Un titre crash construit par un casino pour son propre lobby n’existe qu’à un seul endroit. Un titre crash fabriqué par un studio et concédé sous licence peut apparaître n’importe où, sous des dizaines de marques différentes, sans rien dans le lobby qui dise au joueur quelle version il a sous les yeux. Aviator est de la seconde espèce, et c’est précisément pourquoi les listes qui le concernent sont si peu fiables : trois des pages qui se classent sur cette recherche s’accordent à elles trois sur exactement une marque, et l’une d’elles nomme 48 casinos, ce qui est simplement sa liste entière de casinos crypto avec un titre changé.
Le même modèle de distribution a des conséquences réglementaires. Le régulateur britannique a suspendu la licence logicielle de Spribe le 30 octobre 2025 pour avoir hébergé des jeux sur sa propre plateforme pour le compte d’opérateurs sous licence, l’a rétablie le 30 mars 2026, et le jeu n’est pas revenu depuis chez les opérateurs britanniques sous licence ; le dossier de licence tourne entièrement autour de ce dispositif de fourniture.
Un jeu maison n’aurait pas pu être suspendu de cette façon. Il n’aurait pas pu non plus être revendiqué par des dizaines de marques à la fois.

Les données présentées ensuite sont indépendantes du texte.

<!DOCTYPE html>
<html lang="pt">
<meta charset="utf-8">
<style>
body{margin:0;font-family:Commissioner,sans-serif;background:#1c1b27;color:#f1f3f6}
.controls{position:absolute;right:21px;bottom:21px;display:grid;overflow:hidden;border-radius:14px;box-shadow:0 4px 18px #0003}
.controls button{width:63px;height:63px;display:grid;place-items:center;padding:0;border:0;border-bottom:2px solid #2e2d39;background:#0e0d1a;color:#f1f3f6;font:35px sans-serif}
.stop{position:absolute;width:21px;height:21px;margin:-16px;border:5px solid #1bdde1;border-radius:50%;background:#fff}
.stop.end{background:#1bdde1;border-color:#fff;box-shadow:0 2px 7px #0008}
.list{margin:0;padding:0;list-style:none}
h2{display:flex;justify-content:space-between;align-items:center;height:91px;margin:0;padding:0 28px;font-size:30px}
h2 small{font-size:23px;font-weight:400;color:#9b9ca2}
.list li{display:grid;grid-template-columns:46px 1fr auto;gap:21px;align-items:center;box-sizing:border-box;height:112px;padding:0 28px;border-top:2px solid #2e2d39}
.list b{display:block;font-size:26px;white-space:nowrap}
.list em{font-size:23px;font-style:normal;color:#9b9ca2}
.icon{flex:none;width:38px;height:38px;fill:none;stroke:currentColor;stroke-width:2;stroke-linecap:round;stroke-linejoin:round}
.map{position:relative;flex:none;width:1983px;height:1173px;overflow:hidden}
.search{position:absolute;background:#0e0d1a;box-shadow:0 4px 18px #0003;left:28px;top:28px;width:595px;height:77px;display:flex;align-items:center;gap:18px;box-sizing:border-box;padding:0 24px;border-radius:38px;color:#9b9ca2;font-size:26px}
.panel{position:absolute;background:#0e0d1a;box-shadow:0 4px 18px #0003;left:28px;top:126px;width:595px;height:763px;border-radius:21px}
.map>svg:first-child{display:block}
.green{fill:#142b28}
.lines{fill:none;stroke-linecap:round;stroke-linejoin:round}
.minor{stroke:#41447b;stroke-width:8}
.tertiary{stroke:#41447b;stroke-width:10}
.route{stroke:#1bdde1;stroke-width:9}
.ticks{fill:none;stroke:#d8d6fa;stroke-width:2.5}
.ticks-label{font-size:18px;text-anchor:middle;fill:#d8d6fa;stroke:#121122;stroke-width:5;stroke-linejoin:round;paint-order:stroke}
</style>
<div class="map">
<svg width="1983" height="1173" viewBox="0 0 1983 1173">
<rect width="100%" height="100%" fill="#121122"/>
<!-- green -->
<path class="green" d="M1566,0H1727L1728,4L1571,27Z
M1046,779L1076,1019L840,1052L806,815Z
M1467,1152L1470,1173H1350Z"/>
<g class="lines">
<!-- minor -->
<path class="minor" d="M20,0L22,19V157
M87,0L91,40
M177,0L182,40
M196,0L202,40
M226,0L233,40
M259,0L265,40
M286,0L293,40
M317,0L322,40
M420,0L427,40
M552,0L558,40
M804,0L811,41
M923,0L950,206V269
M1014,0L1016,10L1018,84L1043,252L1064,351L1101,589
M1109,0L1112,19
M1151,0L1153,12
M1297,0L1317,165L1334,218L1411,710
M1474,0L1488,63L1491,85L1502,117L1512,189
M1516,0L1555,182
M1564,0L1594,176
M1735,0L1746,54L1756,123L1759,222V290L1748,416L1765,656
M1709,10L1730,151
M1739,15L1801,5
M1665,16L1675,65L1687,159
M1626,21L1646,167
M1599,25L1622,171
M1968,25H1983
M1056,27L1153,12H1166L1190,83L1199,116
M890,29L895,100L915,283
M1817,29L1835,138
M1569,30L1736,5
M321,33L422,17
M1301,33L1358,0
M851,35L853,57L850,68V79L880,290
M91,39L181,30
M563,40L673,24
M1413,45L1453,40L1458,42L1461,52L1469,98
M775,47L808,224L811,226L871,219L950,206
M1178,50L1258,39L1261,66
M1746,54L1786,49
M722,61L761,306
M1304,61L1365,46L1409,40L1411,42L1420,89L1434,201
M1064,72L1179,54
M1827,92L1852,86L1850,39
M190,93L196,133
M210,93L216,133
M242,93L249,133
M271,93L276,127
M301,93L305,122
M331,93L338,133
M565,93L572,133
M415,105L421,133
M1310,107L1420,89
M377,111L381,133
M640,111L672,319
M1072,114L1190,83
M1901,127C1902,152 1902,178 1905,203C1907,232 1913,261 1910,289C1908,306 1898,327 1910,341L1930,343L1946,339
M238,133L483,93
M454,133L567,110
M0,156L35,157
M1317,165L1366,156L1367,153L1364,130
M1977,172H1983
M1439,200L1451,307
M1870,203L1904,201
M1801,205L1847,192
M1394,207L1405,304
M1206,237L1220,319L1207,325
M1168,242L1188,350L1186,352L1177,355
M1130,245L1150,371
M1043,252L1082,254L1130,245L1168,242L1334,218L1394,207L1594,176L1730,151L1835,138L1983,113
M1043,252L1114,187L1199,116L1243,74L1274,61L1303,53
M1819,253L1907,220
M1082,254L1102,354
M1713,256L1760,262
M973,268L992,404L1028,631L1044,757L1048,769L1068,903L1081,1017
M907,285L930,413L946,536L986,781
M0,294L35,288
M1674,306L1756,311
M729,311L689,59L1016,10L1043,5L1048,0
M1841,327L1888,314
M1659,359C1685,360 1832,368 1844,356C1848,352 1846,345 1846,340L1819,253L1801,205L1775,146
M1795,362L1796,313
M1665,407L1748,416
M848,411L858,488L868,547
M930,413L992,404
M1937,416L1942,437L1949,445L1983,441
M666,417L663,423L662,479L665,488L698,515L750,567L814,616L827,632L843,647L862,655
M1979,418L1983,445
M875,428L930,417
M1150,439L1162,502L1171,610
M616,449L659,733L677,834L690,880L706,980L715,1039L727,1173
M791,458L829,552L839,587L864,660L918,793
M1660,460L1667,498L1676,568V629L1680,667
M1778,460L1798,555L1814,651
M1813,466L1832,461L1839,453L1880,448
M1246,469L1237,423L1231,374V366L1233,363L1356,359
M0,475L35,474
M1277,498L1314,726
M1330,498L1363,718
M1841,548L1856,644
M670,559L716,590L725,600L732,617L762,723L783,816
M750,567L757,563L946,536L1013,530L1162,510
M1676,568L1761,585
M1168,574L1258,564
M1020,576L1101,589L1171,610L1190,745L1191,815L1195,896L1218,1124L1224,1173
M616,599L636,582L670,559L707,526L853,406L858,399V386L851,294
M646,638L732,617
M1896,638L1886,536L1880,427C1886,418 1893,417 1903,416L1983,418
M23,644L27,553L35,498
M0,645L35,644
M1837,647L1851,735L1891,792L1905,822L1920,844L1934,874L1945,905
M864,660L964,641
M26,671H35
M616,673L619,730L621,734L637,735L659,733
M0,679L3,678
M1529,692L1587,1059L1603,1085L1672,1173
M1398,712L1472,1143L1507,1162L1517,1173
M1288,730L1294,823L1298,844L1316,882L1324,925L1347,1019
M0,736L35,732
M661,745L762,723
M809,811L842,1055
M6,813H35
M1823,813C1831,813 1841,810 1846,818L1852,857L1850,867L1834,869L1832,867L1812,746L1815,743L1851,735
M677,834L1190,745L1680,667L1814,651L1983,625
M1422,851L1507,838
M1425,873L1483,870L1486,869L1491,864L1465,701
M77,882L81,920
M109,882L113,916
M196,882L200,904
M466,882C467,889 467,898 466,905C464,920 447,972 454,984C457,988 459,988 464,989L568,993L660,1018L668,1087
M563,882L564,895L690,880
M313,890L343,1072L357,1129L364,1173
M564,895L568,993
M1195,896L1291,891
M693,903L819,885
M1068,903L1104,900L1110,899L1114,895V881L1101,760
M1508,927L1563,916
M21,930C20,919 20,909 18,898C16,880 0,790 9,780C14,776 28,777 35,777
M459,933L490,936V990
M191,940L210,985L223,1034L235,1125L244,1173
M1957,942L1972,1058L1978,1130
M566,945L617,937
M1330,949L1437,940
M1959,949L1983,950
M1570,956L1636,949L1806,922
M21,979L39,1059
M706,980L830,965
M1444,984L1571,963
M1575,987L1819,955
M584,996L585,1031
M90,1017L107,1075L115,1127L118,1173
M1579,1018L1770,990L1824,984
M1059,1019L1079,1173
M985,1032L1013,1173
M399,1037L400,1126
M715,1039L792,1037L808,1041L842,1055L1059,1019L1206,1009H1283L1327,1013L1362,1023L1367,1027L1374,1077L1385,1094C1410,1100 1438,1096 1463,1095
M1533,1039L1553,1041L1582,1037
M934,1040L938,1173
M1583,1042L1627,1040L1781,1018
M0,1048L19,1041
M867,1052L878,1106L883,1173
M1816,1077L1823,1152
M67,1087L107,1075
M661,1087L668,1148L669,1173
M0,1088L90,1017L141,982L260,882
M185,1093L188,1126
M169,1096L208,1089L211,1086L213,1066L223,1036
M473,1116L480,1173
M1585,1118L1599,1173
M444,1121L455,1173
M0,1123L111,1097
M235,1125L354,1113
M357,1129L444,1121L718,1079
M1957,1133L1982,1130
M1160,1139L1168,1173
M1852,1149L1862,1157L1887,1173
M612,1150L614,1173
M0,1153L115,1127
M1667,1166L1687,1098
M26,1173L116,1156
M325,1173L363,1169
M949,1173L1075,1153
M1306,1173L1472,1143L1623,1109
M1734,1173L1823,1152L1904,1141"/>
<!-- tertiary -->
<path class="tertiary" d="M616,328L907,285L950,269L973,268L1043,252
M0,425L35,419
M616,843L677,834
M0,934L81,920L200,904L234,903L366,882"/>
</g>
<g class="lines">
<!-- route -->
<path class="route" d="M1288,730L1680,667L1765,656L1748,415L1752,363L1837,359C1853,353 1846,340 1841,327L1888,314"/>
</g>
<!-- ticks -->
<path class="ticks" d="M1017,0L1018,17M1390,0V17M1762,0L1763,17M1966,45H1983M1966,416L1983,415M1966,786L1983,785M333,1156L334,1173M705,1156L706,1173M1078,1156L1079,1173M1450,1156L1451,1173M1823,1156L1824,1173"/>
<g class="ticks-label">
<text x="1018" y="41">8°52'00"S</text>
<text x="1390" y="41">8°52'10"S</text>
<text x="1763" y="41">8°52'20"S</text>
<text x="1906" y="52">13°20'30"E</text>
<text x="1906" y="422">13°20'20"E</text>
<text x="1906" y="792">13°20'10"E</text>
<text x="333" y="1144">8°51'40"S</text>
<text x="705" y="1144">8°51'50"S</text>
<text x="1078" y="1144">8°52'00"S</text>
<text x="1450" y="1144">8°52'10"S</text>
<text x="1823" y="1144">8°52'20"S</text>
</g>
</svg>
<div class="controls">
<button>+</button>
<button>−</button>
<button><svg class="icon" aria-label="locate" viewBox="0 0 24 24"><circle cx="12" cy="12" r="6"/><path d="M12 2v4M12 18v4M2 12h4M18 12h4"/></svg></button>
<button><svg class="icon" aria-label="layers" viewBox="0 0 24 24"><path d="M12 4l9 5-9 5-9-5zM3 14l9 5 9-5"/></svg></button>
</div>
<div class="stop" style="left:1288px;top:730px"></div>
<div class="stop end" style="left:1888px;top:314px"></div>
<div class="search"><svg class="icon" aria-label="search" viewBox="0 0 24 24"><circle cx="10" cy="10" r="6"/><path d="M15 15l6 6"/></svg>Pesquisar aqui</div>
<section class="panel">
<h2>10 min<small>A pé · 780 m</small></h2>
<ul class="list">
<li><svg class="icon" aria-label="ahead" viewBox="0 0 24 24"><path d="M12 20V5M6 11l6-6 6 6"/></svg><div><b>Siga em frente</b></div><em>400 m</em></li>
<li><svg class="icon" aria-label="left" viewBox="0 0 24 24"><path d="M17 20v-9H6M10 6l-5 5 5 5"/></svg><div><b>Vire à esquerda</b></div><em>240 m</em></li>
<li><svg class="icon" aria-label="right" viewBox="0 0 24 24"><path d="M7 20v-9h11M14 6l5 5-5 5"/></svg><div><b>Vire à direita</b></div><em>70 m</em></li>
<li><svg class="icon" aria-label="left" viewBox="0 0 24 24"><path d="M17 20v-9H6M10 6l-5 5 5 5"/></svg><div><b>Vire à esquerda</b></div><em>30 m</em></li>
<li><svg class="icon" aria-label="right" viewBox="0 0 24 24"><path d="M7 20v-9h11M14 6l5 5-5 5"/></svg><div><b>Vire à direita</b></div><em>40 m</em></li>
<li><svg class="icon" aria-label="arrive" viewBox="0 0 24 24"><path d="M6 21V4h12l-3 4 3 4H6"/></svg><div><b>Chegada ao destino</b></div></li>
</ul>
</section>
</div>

Ce que le format ne publie pas
Malgré toute l’arithmétique qu’un jeu crash rend possible, certains des champs qu’un joueur voudrait manquent partout. Pour Aviator, la mise minimale est annoncée à 10 centimes. La mise maximale n’est publiée nulle part. Le multiplicateur maximal non plus. Le gain maximal non plus.

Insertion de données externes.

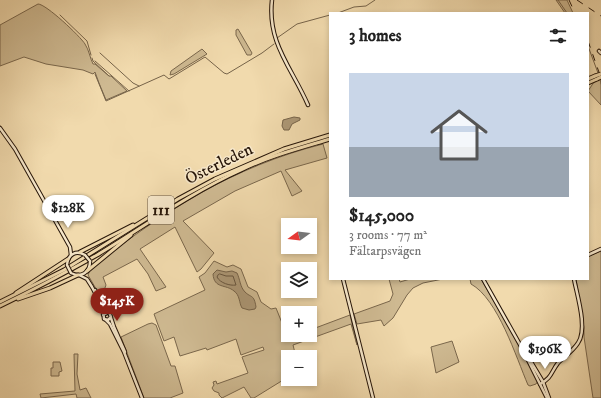 <!DOCTYPE html>
<meta charset="utf-8">
<style>
:root{--surface:#fff;--page:#f2f2f2;--text:#222;--muted:#767676;--accent:#8f2418}
body{margin:0;font-family:"IM FELL DW Pica",serif;background:var(--page);color:var(--text);height:100vh;display:flex;flex-direction:column;font-size:15px;white-space:nowrap}
*{box-sizing:border-box;margin:0}
p{font-size:13px;color:var(--muted)}
.icon{flex:none;width:22px;height:22px;fill:none;stroke:currentColor;stroke-width:2;stroke-linecap:round;stroke-linejoin:round}
.map{position:relative;flex:1;overflow:hidden}
.sheet{position:absolute;left:329px;top:12px;width:260px;height:268px;display:flex;flex-direction:column;background:var(--surface);border-radius:0px;box-shadow:0 2px 6px #0003}
.sheet>*{flex:none}
.needle{width:26px;rotate:255deg}
.tools{position:absolute;left:281px;top:218px;display:grid;gap:8px}
.tools a{display:grid;place-items:center;width:36px;height:36px;border-radius:0px;background:var(--surface);box-shadow:0 2px 6px #0003;font-size:20px}
.price{position:absolute;translate:-50% -34px;padding:0 9px;border-radius:14px;background:#fff;color:#222;font-size:13px;line-height:26px;filter:drop-shadow(0 1px 2px #0008)}
.price::after{content:'';position:absolute;left:50%;top:24px;width:12px;height:9px;margin-left:-6px;background:inherit;clip-path:polygon(0 0,100% 0,50% 100%)}
.price.on{background:var(--accent);color:#fff}
ul{padding:0;list-style:none}
li{display:grid;align-content:center;gap:8px;height:212px;padding:0 20px}
li span{display:grid;place-items:center;height:124px;border-radius:0px;color:#555}
li>.icon{margin-inline-start:auto}
span .icon{width:72px;height:72px;fill:#fffc;stroke-width:1}
li b{font-size:17px}
h2{display:flex;justify-content:space-between;align-items:center;height:48px;padding:0 20px;font-size:17px}
.map>svg:first-child{display:block}
.green{fill:#ceb991;stroke:#7a674c}
.water{fill:#ac9775;stroke:#766349}
.lines{fill:none;stroke-linecap:round;stroke-linejoin:round}
.shore{stroke:#69563e;stroke-width:1}
.stream{stroke:#766349;stroke-width:1}
.secondary-casing{stroke:#261508;stroke-width:4.5}
.primary-casing{stroke:#261508;stroke-width:5}
.secondary{stroke:#f6e7ca;stroke-width:2.5}
.primary{stroke:#f1daad;stroke-width:3}
.rail{stroke:#261508;stroke-width:1;stroke-dasharray:7 7;stroke-linecap:butt}
.secondary-bridge-casing{stroke:#261508;stroke-width:4.5;stroke-linecap:butt}
.primary-bridge-casing{stroke:#261508;stroke-width:5;stroke-linecap:butt}
.secondary-bridge{stroke:#f6e7ca;stroke-width:2.5}
.primary-bridge{stroke:#f1daad;stroke-width:3}
.labels{text-anchor:middle;dominant-baseline:central;stroke-width:3;stroke-linejoin:round;paint-order:stroke}
.shield{fill:#f6e7ca;stroke:#645442;stroke-width:1}
.shield-label{font-size:16px;font-weight:bold;fill:#261508}
.street-label{font-size:17px;fill:#261508;stroke:#f6e7ca}
</style>
<div class="map">
<svg width="601" height="398" viewBox="0 0 601 398">
<rect width="100%" height="100%" fill="#f1daad"/>
<filter id="stains"><feTurbulence type="fractalNoise" baseFrequency=".005" numOctaves="4"/><feColorMatrix values="0 0 0 0 .2 0 0 0 0 .09 0 0 0 0 .02 0 0 0 .5 -.17"/></filter>
<radialGradient id="worn" r=".72"><stop offset=".6" stop-color="#630" stop-opacity="0"/><stop offset="1" stop-color="#630" stop-opacity=".3"/></radialGradient>
<g class="green">
<path d="M556,0H567L573,13H565Z"/>
<path d="M38,4C46,4 80,36 85,44C89,50 90,58 93,64H95L109,76H111L127,91L106,100L99,83L95,72L93,74L83,70L46,64L24,57L0,66V25Z"/>
<path d="M238,29L252,53L251,55H247L236,35V30Z"/>
<path d="M202,49L207,54L174,74L170,75L171,71Z"/>
<path d="M601,79V105L588,91L594,82Z"/>
<path d="M323,144L327,158L285,170L302,191L292,196L281,171L235,191L183,221L214,253L201,269L197,272L175,227L140,249L166,287L156,291L148,274L137,259L103,277L106,285L103,293L99,294L88,275L91,268C164,211 232,167 323,144Z"/>
<path d="M601,251V398H593L584,337V328L576,279H588V256Z"/>
<path d="M214,261L227,267L233,265L241,269L248,287L257,292L261,302L271,309L276,308L288,338L297,335H310V330L350,315L357,345L351,324L293,345L296,357H288V377L254,398H251L244,387L222,398L219,395V393L214,391L212,388L214,385L213,382L216,381L217,384L248,373L242,357L264,350L263,347L241,355L236,339L207,350L206,348L180,356L174,337L164,341L154,314L205,290L199,277L205,273Z"/>
<path d="M389,279H399L400,282L410,279H443L423,283L413,288L407,295L393,318L384,326L381,320L357,324L354,314L390,301L393,294Z"/>
<path d="M470,279H481L521,348L538,381L536,384L530,386L528,385C516,357 498,299 471,284Z"/>
<path d="M152,323L156,325L171,366H175L183,393L170,398H144L121,337L148,324Z"/>
<path d="M452,341L459,362L436,373L431,347Z"/>
<path d="M74,354H78L77,374L80,390L86,388L91,398H77L76,394L41,398L40,394L75,391Z"/>
<path d="M53,362H60L62,371L59,372V376H51V368H53Z"/>
</g>
<g class="water">
<path d="M294,117L300,118V120L292,124L289,130H284L282,126L283,120Z"/>
<path d="M217,270L226,272L232,271L237,273C240,279 240,287 245,292C251,298 254,294 256,307L255,309L249,310L242,308C239,303 240,295 234,291C226,284 214,289 213,274Z"/>
</g>
<g class="lines">
<path class="shore" d="M220,274L226,276H233L236,285C230,286 220,283 217,277L218,275Z"/>
<g class="stream">
<path d="M558,0L567,13"/>
<path d="M338,13L354,7L366,6L375,0"/>
<path d="M60,15L87,41L91,55"/>
<path d="M277,38L297,24L330,15"/>
<path d="M588,46L598,73"/>
<path d="M100,53L133,83L139,86"/>
<path d="M92,58L93,61L109,76"/>
<path d="M95,61L129,91"/>
<path d="M95,74L106,101L164,75L169,79L205,57L224,73L227,74L262,53L274,44"/>
<path d="M600,78L601,84"/>
</g>
<g class="secondary-casing">
<g id="secondary">
<path d="M272,0C267,43 292,68 308,105"/>
<path d="M599,51L601,53"/>
<path d="M0,128L15,149L70,247L71,255"/>
<path d="M588,255L601,249"/>
<path d="M67,265C68,254 76,250 85,255"/>
<path d="M71,273C81,278 90,273 90,261"/>
<path d="M79,275L87,279L92,287L103,308L104,319L108,320L111,317L109,312L103,315"/>
<path d="M343,279L373,398"/>
<path d="M483,279L523,350L547,398"/>
<path d="M95,290L108,312"/>
<path d="M111,318L114,327L125,352"/>
<path d="M106,320L110,324L124,352L142,398"/>
<path d="M531,362L543,382L549,398"/>
<path d="M540,384C552,378 551,372 558,363C565,356 573,351 578,343C588,329 577,295 574,279"/>
</g>
</g>
<g class="primary-casing">
<g id="primary">
<path d="M588,79L595,76"/>
<path d="M588,83L597,79"/>
<path d="M80,252L133,225"/>
<path d="M87,271L131,235"/>
<path d="M16,293L68,259"/>
<path d="M18,299L50,288L78,275"/>
<path d="M0,302L64,270L178,199L215,179L284,149L330,135"/>
<path d="M0,306C33,290 65,273 97,255C145,226 190,193 241,170C269,156 300,148 330,139"/>
</g>
</g>
<use href="#secondary" class="secondary"/>
<use href="#primary" class="primary"/>
<g class="rail">
<path d="M569,0L575,13"/>
<path d="M577,0L601,16"/>
<path d="M588,41L601,78"/>
</g>
<g class="secondary-bridge-casing">
<g id="secondary-bridge">
<path d="M85,255L90,261"/>
<path d="M67,265L71,273"/>
</g>
</g>
<g class="primary-bridge-casing">
<g id="primary-bridge">
<path d="M595,76L601,74"/>
<path d="M597,79L601,77"/>
</g>
</g>
<use href="#secondary-bridge" class="secondary-bridge"/>
<use href="#primary-bridge" class="primary-bridge"/>
</g>
<g class="labels">
<rect class="shield" x="148" y="196" width="26" height="28" rx="3"/>
<g class="shield-label">
<text x="161" y="210">111</text>
</g>
<g class="street-label">
<text transform="translate(219 164) rotate(-26)">Österleden</text>
</g>
</g>
<rect width="100%" height="100%" filter="url(#stains)"/>
<rect width="100%" height="100%" fill="url(#worn)"/>
</svg>
<div class="tools">
<a><svg class="needle" viewBox="-14 -14 28 28"><path d="M0-13l5 13h-10z" fill="#e53935"/><path d="M0 13l5-13h-10z" fill="#767676"/></svg></a>
<a><svg class="icon" aria-label="layers" viewBox="0 0 24 24"><path d="M12 4l9 5-9 5-9-5zM3 14l9 5 9-5"/></svg></a>
<a>+</a>
<a>−</a>
</div>
<b class="price" style="left:68px;top:229px">$128K</b>
<b class="price on" style="left:117px;top:322px">$145K</b>
<b class="price" style="left:545px;top:370px">$196K</b>
<section class="sheet">
<h2>3 homes<svg class="icon" aria-label="filters" viewBox="0 0 24 24"><path d="M4 7h16M4 17h16"/><circle cx="9" cy="7" r="2"/><circle cx="15" cy="17" r="2"/></svg></h2>
<ul>
<li><span style="background:linear-gradient(#c9d6e8 60%,#9aa5b1 0)"><svg class="icon" aria-label="home" viewBox="0 0 24 24"><path d="M3 11l9-7 9 7M6 9v11h12V9"/></svg></span><div><b>$145,000</b><p>3 rooms · 77 m²</p><p>Fältarpsvägen</p></div></li>
</ul>
</section>
</div>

Ces vides valent d’être remarqués plutôt que comblés, car ce sont exactement les nombres qu’un schéma de mise vient heurter. Savoir si le reste de la famille les imprime est une question à poser titre par titre, et les différences entre ces titres sont passées en revue sur la page des alternatives.
Ce qu’il faut vérifier avant de croire une étiquette
Trois questions tranchent la chose, et aucune n’a besoin d’une source. Un nombre monte-t-il pendant que votre mise est engagée, et pouvez-vous l’arrêter ? Sinon, le jeu n’est pas un jeu crash, quoi qu’en dise le lobby. Tous les joueurs de la manche se règlent-ils contre le même résultat ? Sinon, la manche n’appartient qu’à vous et l’affichage social est une décoration. Et le titre est-il le jeu du studio ou la version maison du casino, ce qui décide si une comparaison entre marques signifie quoi que ce soit ?
Le genre est petit, le mécanisme est simple, et presque toute affirmation à son sujet se ramène à l’une de ces trois questions.